The truth regarding an Alberta Pension Plan

Over the last five years I have sent thousands of emails to influential Canadians regarding the CPP’s huge surplus, the considerable benefits of a surplus distribution and the three industries that have selfishly covered up the news of this surplus.

The emails have been sent to 334 MPs twice, every provincial Minister of Finance, hundreds of top government administrators, 200 employees of the soon-to-be- defunded CBC, 200 chapters of the Canadian Chamber of Commerce and many, many more. The impact has been minimal. The tentacles of the financial industry are powerful.

However, Alberta’s premier, Danielle Smith, is a big defender of Alberta and very suspicious of federal politicians. Because a CPP surplus distribution would bring huge benefits to Albertans and their sputtering economy, one of my emails has probably reached her. Every email recommends a deserved, no-risk $10,000 CPP surplus distribution to 17 million Canadians. This $10,000 surplus distribution value can also be found on the Alberta Pension Plan website, which states an Alberta Pension Plan could add an:

“increase to each senior’s monthly pension payment, or even a $5,000 - $10,000 bonus payment at retirement…save Alberta workers up to $1,425 every year while maintaining the same level of benefits for seniors.”

Ms. Smith probably first queried our Finance Minister on why the CPP surplus is not being distributed. Then Ms. Freeland probably gave Ms. Smith an evasive, unsatisfactory answer as ten top Canadian actuaries have given me. It is unlikely Ms. Freeland spoke what is probably the truth:  

“We can’t distribute the CPP’s surplus because we have been paid by the financial industry and actuaries to never mention the CPP’s surplus, let alone legislate changes.”

As a competent, no-nonsense premier, Ms. Smith decided to combat the feds’ stonewall and exercise Alberta’s right to take their fair share of our CPP fund and then give these deserved surplus benefits to millions of Albertans and the Alberta economy.

Perhaps she was not aware that actuaries are complicit in this coverup. This is because the CPP, with ongoing outstanding investment success (which is likely), could give an average 25-year-old a $100,000 CPP pension in 2023 dollars. The need for other pension funds, and hence actuaries, would then plummet.

Ms. Smith hired Lifeworks, Canada’s preeminent actuarial firm, to assess how much of the CPP’s fund Alberta deserves. Lifeworks’ actuaries knew the news of the CPP’s surplus and potential was getting closer to being known by millions of Canadians. They needed a distraction. They needed to make Ms. Smith appear reckless and unreasonable. They likely found some obsure mathematics in the founding CPP legislation of the 1960’s that let them mathematically justify Alberta deserving a 53% share of Canada’s CPP fund.

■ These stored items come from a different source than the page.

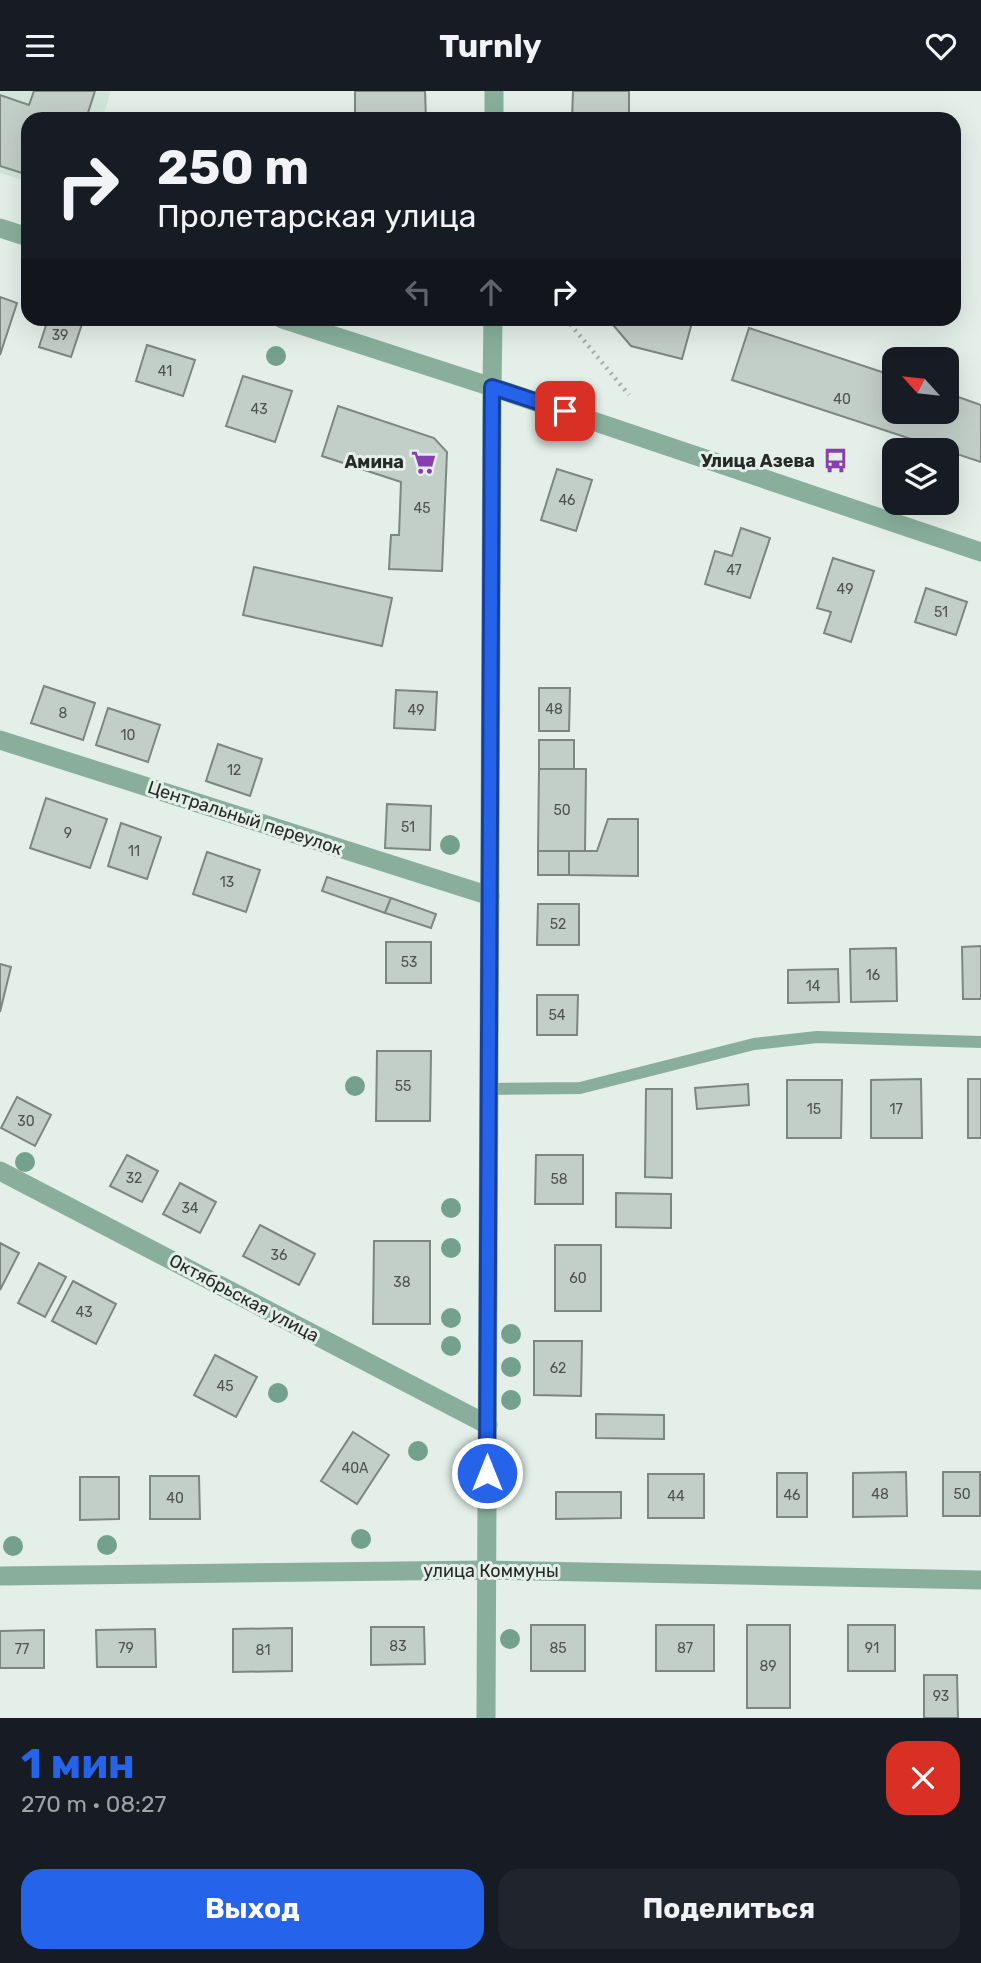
<!DOCTYPE html>
<html lang="ru">
<head>
<meta charset="utf-8">
<style>
	body { margin:0; font-family:Rubik,sans-serif; background:#20242c; color:#f1f3f6; height:100vh; display:flex; flex-direction:column; font-size:26px; white-space:nowrap }
	* { box-sizing:border-box; margin:0 }
	p { font-size:23px; color:#9ea1a6 }
	.icon { flex:none; width:38px; height:38px; fill:none; stroke:currentColor; stroke-width:2; stroke-linecap:round; stroke-linejoin:round }
	.map { position:relative; height:1627px; overflow:hidden }
	.panel { display:flex; flex-direction:column; background:#171b24; flex:1 }
	.panel>* { flex:none }
	.guide { position:absolute; left:21px; top:21px; width:940px; height:214px; border-radius:21px; box-shadow:0 7px 28px #0002; background:#171b24; color:#f1f3f6; overflow:hidden }
	.needle { width:46px; rotate:297deg }
	.buttons { position:absolute; left:882px; top:256px; display:grid; gap:14px }
	.buttons a { display:grid; place-items:center; width:77px; height:77px; border-radius:14px; background:#171b24; box-shadow:0 7px 28px #0002; font-size:35px }
	.pin { position:absolute; display:grid; place-items:center; width:60px; height:60px; color:#fff; margin:-30px; border-radius:14px; box-shadow:0 4px 10px #0006 }
	.me { position:absolute; width:77px; margin:-38px; rotate:0deg; stroke-linejoin:round; filter:drop-shadow(0 0 5px #0008) }
	.turn { display:flex; align-items:center; gap:24px; height:147px; padding:0 21px; font-size:32px }
	.turn .icon { width:91px; height:91px; stroke-width:2.5 }
	.turn b { display:block; font-size:49px; line-height:60px }
	.lanes { display:flex; align-items:center; height:66px; padding:0 21px; background:#0003; justify-content:center; gap:35px; direction:ltr }
	.lanes .off { opacity:.35 }
	.round { display:grid; place-items:center; flex:none; width:74px; height:74px; border-radius:21px; background:#20242c }
	.summary { display:flex; align-items:center; justify-content:space-between; height:119px; padding:0 21px }
	h1 { font-size:42px; font-weight:700; line-height:52px; color:#2563eb }
	.action { display:flex; gap:14px; margin-top:auto; padding:14px 21px }
	.action a { flex:1; height:80px; border-radius:21px; background:#2563eb; color:#fff; font-size:28px; font-weight:700; line-height:80px; text-align:center }
	.action a+a { background:#20242c; color:#f1f3f6 }
	header { display:flex; justify-content:space-between; align-items:center; height:91px; padding:0 21px; background:#171b24; font-size:32px; font-weight:700 }
	.map>svg:first-child { display:block }
</style>
</head>
<body>
<header><svg class="icon" aria-label="menu" viewBox="0 0 24 24"><path d="M4 6h16M4 12h16M4 18h16"/></svg>Turnly<svg class="icon" aria-label="heart" viewBox="0 0 24 24"><path d="M12 20l-8-8c-3-5 5-10 8-4 3-6 11-1 8 4z"/></svg></header>
<div class="map">
<svg width="981" height="1627" viewBox="0 0 981 1627">
	<rect width="100%" height="100%" fill="#e3efe8"/>
	<!-- built -->
	<path fill="#d2e5db" d="M0 0H111L102 28H28V91L0 82Z"/>
	<!-- building -->
	<g fill="#c2cec8" stroke="#7d8782" stroke-width="2">
		<path d="M34 0H95L86 28H28V84L0 75V4L29 14Z"/>
		<path d="M355 0H425L426 28H355Z"/>
		<path d="M573 0H629V28H572Z"/>
		<path d="M0 206 17 212 0 264Z"/>
		<path d="M48 228H66L82 233 71 266 39 256Z"/>
		<path d="M608 228H693L682 268 631 255Z"/>
		<path d="M749 237 894 285V320H947V302L981 314V371L732 289Z"/>
		<path d="M147 254 195 269 183 305 136 290Z"/>
		<path d="M243 285 292 300 275 351 226 335Z"/>
		<path d="M338 315 434 347 447 361 442 480 389 478 391 444H399L401 391 322 365Z"/>
		<path d="M557 378 592 389 576 440 541 429Z"/>
		<path d="M741 437 770 447 750 507 705 493 715 460 732 465Z"/>
		<path d="M833 467 874 480 851 551 824 542 831 521 817 517Z"/>
		<path d="M254 476 392 507 382 555 243 524Z"/>
		<path d="M926 497 967 511 956 544 915 531Z"/>
		<path d="M44 595 95 612 83 649 31 632Z"/>
		<path d="M539 597H570L569 640H539Z"/>
		<path d="M396 599 437 601 435 639 394 637Z"/>
		<path d="M108 617 160 634 148 671 96 654Z"/>
		<rect x="539" y="649" width="35" height="29"/>
		<path d="M218 653 262 668 250 705 206 690Z"/>
		<path d="M539 678H586L585 760H538Z"/>
		<path d="M46 707 107 728 90 777 30 757Z"/>
		<path d="M387 713 431 715 430 759 385 757Z"/>
		<path d="M608 728H638V785L569 784V760H597Z"/>
		<path d="M121 732 161 746 147 788 108 775Z"/>
		<rect x="538" y="760" width="31" height="24"/>
		<path d="M207 761 260 779 246 821 193 803Z"/>
		<path d="M327 786 391 807 385 822 322 800Z"/>
		<path d="M391 807 436 823 431 837 385 822Z"/>
		<path d="M538 813H579V854H537Z"/>
		<rect x="386" y="851" width="45" height="41"/>
		<path d="M981 855V908H963L962 856Z"/>
		<path d="M896 857 897 910 851 911 850 858Z"/>
		<path d="M0 873 11 876 0 921Z"/>
		<path d="M838 878 839 911 788 912V879Z"/>
		<path d="M537 904H578L577 944H537Z"/>
		<path d="M377 960H431L430 1030H376Z"/>
		<path d="M921 988 922 1047H871V989Z"/>
		<rect x="968" y="988" width="13" height="59"/>
		<path d="M787 989H842L841 1047H787Z"/>
		<path d="M748 993 749 1014 697 1018 695 997Z"/>
		<path d="M646 998H672V1087L645 1086Z"/>
		<path d="M17 1006 51 1024 35 1055 1 1037Z"/>
		<path d="M127 1064 158 1080 142 1111 110 1095Z"/>
		<path d="M536 1064H583V1113H535Z"/>
		<path d="M180 1092 216 1111 200 1142 163 1123Z"/>
		<path d="M616 1102 671 1103V1137L616 1136Z"/>
		<path d="M260 1134 315 1163 299 1194 243 1165Z"/>
		<path d="M374 1150H430V1233H373Z"/>
		<path d="M0 1152 19 1162 0 1199Z"/>
		<rect x="555" y="1154" width="46" height="66"/>
		<path d="M39 1172 66 1186 45 1226 18 1212Z"/>
		<path d="M73 1190 116 1213 96 1253 52 1230Z"/>
		<path d="M534 1250H582L581 1305 534 1304Z"/>
		<path d="M215 1264 257 1286 236 1326 194 1304Z"/>
		<path d="M596 1323 664 1324V1348L596 1347Z"/>
		<path d="M353 1341 389 1364 357 1413 321 1390Z"/>
		<path d="M906 1381 907 1425 853 1426V1382Z"/>
		<rect x="943" y="1381" width="37" height="44"/>
		<rect x="777" y="1382" width="30" height="44"/>
		<rect x="648" y="1383" width="56" height="44"/>
		<path d="M150 1385H199L200 1428H150Z"/>
		<path d="M80 1386H119V1428L80 1429Z"/>
		<path d="M556 1401H621V1427L556 1428Z"/>
		<rect x="531" y="1534" width="54" height="46"/>
		<rect x="656" y="1534" width="58" height="46"/>
		<rect x="747" y="1534" width="43" height="83"/>
		<rect x="848" y="1534" width="47" height="46"/>
		<path d="M371 1536H424L425 1573 371 1574Z"/>
		<path d="M292 1537V1580L233 1581V1538Z"/>
		<path d="M155 1538 156 1576H97L96 1539Z"/>
		<path d="M44 1539V1577H0V1540Z"/>
		<path d="M924 1584H957L958 1627H924Z"/>
	</g>
	<g fill="none" stroke-linecap="round" stroke-linejoin="round">
		<!-- path -->
		<path stroke="#a6afaa" stroke-width="4.5" stroke-dasharray="2 5" stroke-linecap="butt" d="M566 228 629 304"/>
		<!-- service -->
		<path stroke="#89af9c" stroke-width="12" d="M489 998 580 997 754 953 817 946 981 951"/>
		<!-- minor -->
		<g stroke="#89af9c" stroke-width="19">
			<path d="M0 649 490 805"/>
			<path d="M0 1080 488 1334"/>
			<path d="M0 1485 487 1479 981 1489"/>
			<path d="M486 1627 492 296"/>
		</g>
		<!-- tertiary -->
		<g stroke="#89af9c" stroke-width="19">
			<path d="M494 28V0"/>
			<path d="M0 137 28 146"/>
			<path d="M282 228 492 296 981 461"/>
			<path d="M492 296 493 228"/>
		</g>
	</g>
	<!-- trees -->
	<g fill="#74a18e">
		<circle cx="276" cy="265" r="10"/>
		<circle cx="450" cy="754" r="10"/>
		<circle cx="355" cy="995" r="10"/>
		<circle cx="25" cy="1071" r="10"/>
		<circle cx="451" cy="1117" r="10"/>
		<circle cx="451" cy="1157" r="10"/>
		<circle cx="451" cy="1227" r="10"/>
		<circle cx="511" cy="1243" r="10"/>
		<circle cx="451" cy="1255" r="10"/>
		<circle cx="511" cy="1276" r="10"/>
		<circle cx="278" cy="1302" r="10"/>
		<circle cx="511" cy="1309" r="10"/>
		<circle cx="418" cy="1360" r="10"/>
		<circle cx="361" cy="1448" r="10"/>
		<circle cx="107" cy="1454" r="10"/>
		<circle cx="13" cy="1455" r="10"/>
		<circle cx="510" cy="1548" r="10"/>
	</g>
	<g fill="none" stroke-linecap="round" stroke-linejoin="round">
		<defs>
			<path id="route" d="M487 1382 492 296 565 320"/>
		</defs>
		<!-- route casing -->
		<use href="#route" stroke="#184099" stroke-width="18"/>
		<!-- route -->
		<use href="#route" stroke="#2563eb" stroke-width="12"/>
	</g>
	<!-- icons -->
	<defs>
		<symbol id="bus-bare" viewBox="-9 -9 18 18"><path d="M-5-6H5V4H4V6H2V4H-2V6H-4V4H-5ZM-3.5-4V0h7V-4ZM-3.5 1.2v1.5H-2V1.2ZM2 1.2v1.5H3.5V1.2Z" fill="#893eaf" stroke="#e3efe8" stroke-width="2.5" paint-order="stroke"/></symbol>
		<symbol id="supermarket-bare" viewBox="-9 -9 18 18"><path d="M-6-5.5h2.5l.6 2H6L4.5 2H-2.5L-4.4-4H-6ZM-1.5 3.2a1.3 1.3 0 1 0 .1 0ZM3 3.2a1.3 1.3 0 1 0 .1 0Z" fill="#893eaf" stroke="#e3efe8" stroke-width="2.5" paint-order="stroke"/></symbol>
	</defs>
	<g fill-rule="evenodd">
		<use href="#bus-bare" x="818" y="352" width="35" height="35"/>
		<use href="#supermarket-bare" x="406" y="354" width="35" height="35"/>
	</g>
	<g text-anchor="middle" dominant-baseline="central" stroke-width="6" stroke-linejoin="round" paint-order="stroke">
		<!-- number labels -->
		<g font-size="14" fill="#4d5350">
			<text x="60" y="244">39</text>
			<text x="165" y="280">41</text>
			<text x="842" y="308">40</text>
			<text x="259" y="318">43</text>
			<text x="567" y="409">46</text>
			<text x="422" y="417">45</text>
			<text x="734" y="479">47</text>
			<text x="845" y="498">49</text>
			<text x="941" y="521">51</text>
			<text x="554" y="618">48</text>
			<text x="416" y="619">49</text>
			<text x="63" y="622">8</text>
			<text x="128" y="644">10</text>
			<text x="234" y="679">12</text>
			<text x="562" y="719">50</text>
			<text x="408" y="736">51</text>
			<text x="68" y="742">9</text>
			<text x="134" y="760">11</text>
			<text x="227" y="791">13</text>
			<text x="558" y="833">52</text>
			<text x="409" y="871">53</text>
			<text x="873" y="884">16</text>
			<text x="813" y="895">14</text>
			<text x="557" y="924">54</text>
			<text x="403" y="995">55</text>
			<text x="814" y="1018">15</text>
			<text x="896" y="1018">17</text>
			<text x="26" y="1030">30</text>
			<text x="134" y="1087">32</text>
			<text x="559" y="1088">58</text>
			<text x="190" y="1117">34</text>
			<text x="279" y="1164">36</text>
			<text x="578" y="1187">60</text>
			<text x="402" y="1191">38</text>
			<text x="84" y="1221">43</text>
			<text x="558" y="1277">62</text>
			<text x="225" y="1295">45</text>
			<text x="355" y="1377">40А</text>
			<text x="880" y="1403">48</text>
			<text x="962" y="1403">50</text>
			<text x="792" y="1404">46</text>
			<text x="676" y="1405">44</text>
			<text x="175" y="1407">40</text>
			<text x="398" y="1555">83</text>
			<text x="126" y="1557">79</text>
			<text x="558" y="1557">85</text>
			<text x="685" y="1557">87</text>
			<text x="872" y="1557">91</text>
			<text x="22" y="1558">77</text>
			<text x="263" y="1559">81</text>
			<text x="768" y="1575">89</text>
			<text x="941" y="1605">93</text>
		</g>
		<!-- poi labels -->
		<g font-size="18" font-weight="bold" fill="#262a28" stroke="#e3efe8" text-anchor="end">
			<text x="815" y="370">Улица Азева</text>
			<text x="404" y="371">Амина</text>
		</g>
		<!-- street labels -->
		<g font-size="18" fill="#262a28" stroke="#e3efe8">
			<text transform="translate(245 727) rotate(18)">Центральный переулок</text>
			<text transform="translate(244 1207) rotate(28)">Октябрьская улица</text>
			<text x="491" y="1480">улица Коммуны</text>
		</g>
	</g>
</svg>
<div class="buttons">
<a><svg class="needle" viewBox="-14 -14 28 28"><path d="M0-13l5 13h-10z" fill="#e53935"/><path d="M0 13l5-13h-10z" fill="#9ea1a6"/></svg></a>
<a><svg class="icon" aria-label="layers" viewBox="0 0 24 24"><path d="M12 4l9 5-9 5-9-5zM3 14l9 5 9-5"/></svg></a>
</div>
<div class="pin" style="left:565px;top:320px;background:#d93025"><svg class="icon" aria-label="arrive" viewBox="0 0 24 24"><path d="M6 21V4h12l-3 4 3 4H6"/></svg></div>
<svg class="me" style="left:487px;top:1382px" viewBox="-20 -20 40 40"><circle r="17" fill="#2563eb" stroke="#fff" stroke-width="3"/><path d="M0-11L8 9 0 5-8 9z" fill="#fff"/></svg>
<div class="guide">
<div class="turn"><svg class="icon" aria-label="right" viewBox="0 0 24 24"><path d="M7 20v-9h11M14 6l5 5-5 5"/></svg><div><b>250 m</b>Пролетарская улица</div></div>
<div class="lanes"><svg class="icon off" aria-label="left" viewBox="0 0 24 24"><path d="M17 20v-9H6M10 6l-5 5 5 5"/></svg><svg class="icon off" aria-label="ahead" viewBox="0 0 24 24"><path d="M12 20V5M6 11l6-6 6 6"/></svg><svg class="icon" aria-label="right" viewBox="0 0 24 24"><path d="M7 20v-9h11M14 6l5 5-5 5"/></svg></div>
</div>
</div>
<section class="panel">
<div class="summary"><div><h1>1 мин</h1><p>270 m · 08:27</p></div><a class="round" style="background:#d93025;color:#fff"><svg class="icon" aria-label="close" viewBox="0 0 24 24"><path d="M6 6l12 12M18 6L6 18"/></svg></a></div>
<div class="action"><a>Выход</a><a>Поделиться</a></div>
</section>
</body>
</html>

This 53% is absolutely wrong. Based on population, Alberta’s share of the CPP’s fund is 16%. For complex reasons, it could be slightly higher than 16% but nowhere near 53%. Actuaries should be castigated for publishing such confusing data.

However, instead of actuaries being castigated, the media made it appear that Ms. Smith is responsible for the 53% claim. They painted her as an out-of-control premier who should be dismissed. And her correct claim that the CPP’s surplus could give all Canadian seniors $10,000 each has been somewhat buried by a complicit media.

Nevertheless, when all provincial finance ministers met Ms. Freeland in November 2023, the following must have been put forward by provincial finance minsters:

 "The CPP has a huge surplus. It could really help my province. Why aren't you distributing it?"

 Receiving no viable response from Ms. Freeland, other premiers may join Ms. Smith in threatening to leave the CPP. Time will tell.